Green Room (2016) – Green Room is a taut, horror/thriller hybrid that cranks up the tension from start to finish. Director Jeremy Saulnier elicits strong performances from Patrick Stewart as a nihilistic neo-Nazi club owner and the late Anton Yelchin as a member of a punk rock band trapped inside a room in the club after unwittingly intruding on a murder cover up. It’s a gruesome, unforgiving film that lovers of scary movies should watch with delight. Enjoyable from it’s opening frame and featuring Yelchin’s best performance of his short life, Green Room is a must see for fans of unconventional thrillers.

Replay Value: Fun enough to watch again some day.
Sequel Potential: Probably not, but if it becomes a cult classic, it might invite some crappy, nontheatrical sequels.
Oscar Potential: Whiff.

Grade: 7.5/10 (Highly Enjoyable/Must See)

Sausage Party (2016) – The writing team responsible for Superbad offers up a hard R-rated animated comedy featuring everyone’s favorite grocery store items. Filled with all the cleverness and humor – if not the charm and superb storytelling – of a classic Pixar movie, Sausage Party is quite entertaining. While there are lots of juvenile jokes and unrelenting amounts of sexual innuendo, Sausage Party features an A-List voice cast and everyone does a laudable job.
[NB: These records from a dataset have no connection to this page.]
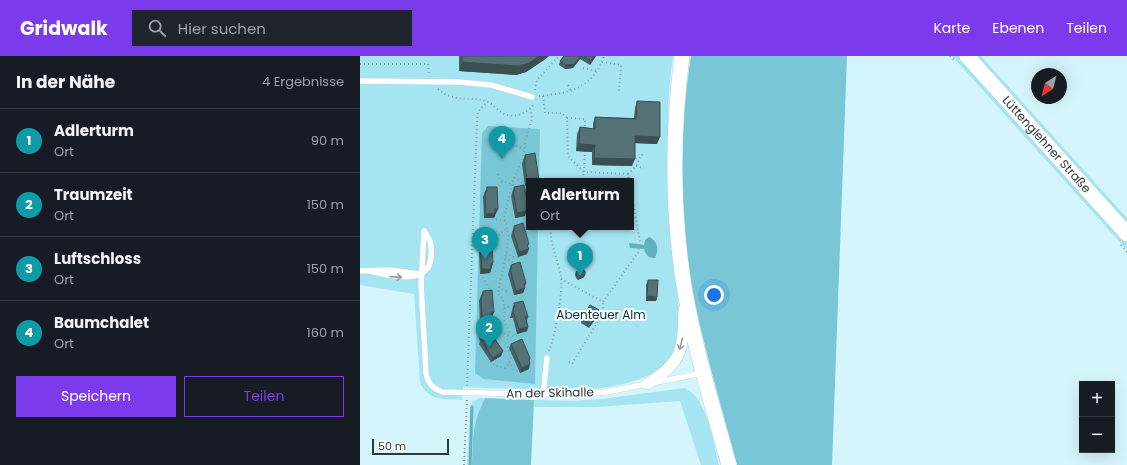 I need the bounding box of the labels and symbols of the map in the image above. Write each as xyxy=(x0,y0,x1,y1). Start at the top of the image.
north arrow xyxy=(1031,68,1067,104)
street label: Lüttenglehner Straße xyxy=(999,92,1095,197)
pin: 4 xyxy=(489,126,515,159)
pin: 3 xyxy=(472,227,498,260)
pin: 1 xyxy=(567,243,593,276)
one-way arrow xyxy=(389,273,402,280)
your location xyxy=(704,285,724,305)
park label: Abenteuer Alm xyxy=(556,306,646,323)
pin: 2 xyxy=(476,315,502,348)
one-way arrow xyxy=(677,337,685,350)
street label: An der Skihalle xyxy=(506,383,594,402)
scale bar xyxy=(372,437,449,456)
It’s not quite as emotionally resonant as it wants to be, but Sausage Party is still a pretty fun comedy and recommended while it’s streaming on Netflix. Warning: this is not for kids!
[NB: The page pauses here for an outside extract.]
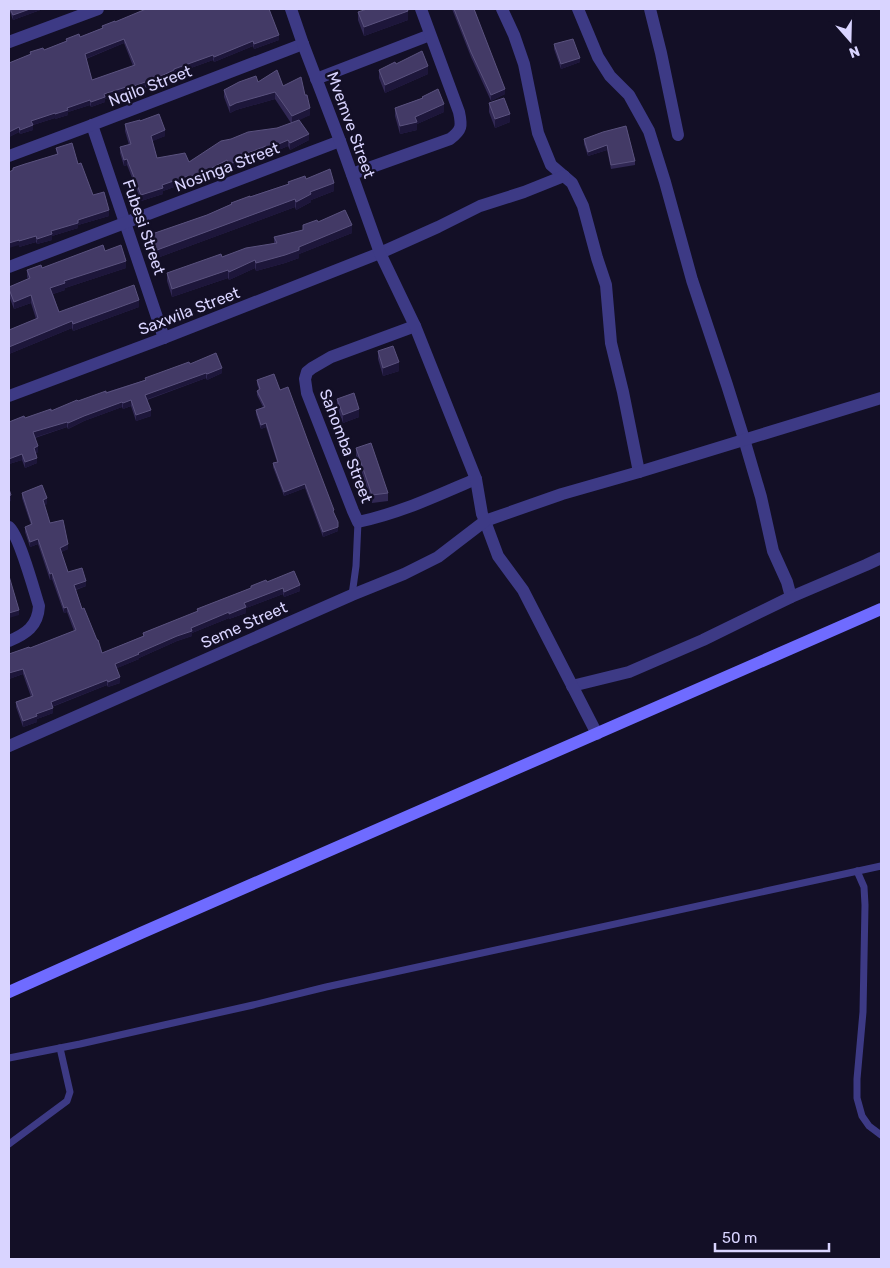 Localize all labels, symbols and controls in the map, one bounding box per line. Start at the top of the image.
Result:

Replay Value: Smart and funny enough to be worthy of multiple viewings.
Sequel Potential: Definitely possible.
Oscar Potential: None.

Grade: 6/10 (Recommended)

Pete’s Dragon (2016) – It’s probably been 25-30 years since I’ve seen the original and I can’t remember it at all, so I can’t comment on how this film compares. Even though this live action remake was well received, I found myself struggling through it. It doesn’t help that the cast is largely made up of actors whose work I rarely enjoy. Bryce Dallas Howard, Wes Bentley, and Karl Urban have never been the reason I’ve watched a movie. Oona Laurence, the little girl, gives the film’s only laudable performance. While I understand the decision to make Elliot, the dragon, look friendly, I felt like the CGI was lackluster and actually terrible at times. I’ve seen action sequences that looked less fake in movies that were made 15 years ago. While Disney films are supposed to require an abundance of imagination and a suspension of reality, it doesn’t hurt to explain some things. Like why is there a dragon in a forest in the Pacific Northwest? How does a dragon remain unseen for decades? If it has wings, wouldn’t it need to use them periodically? What does it eat? Are all dragons children friendly? All in all, Pete’s Dragon is a rare misstep from Disney as it feels like the film, with its uninspired casting and visual effects, was an afterthought for the juggernaut corporation.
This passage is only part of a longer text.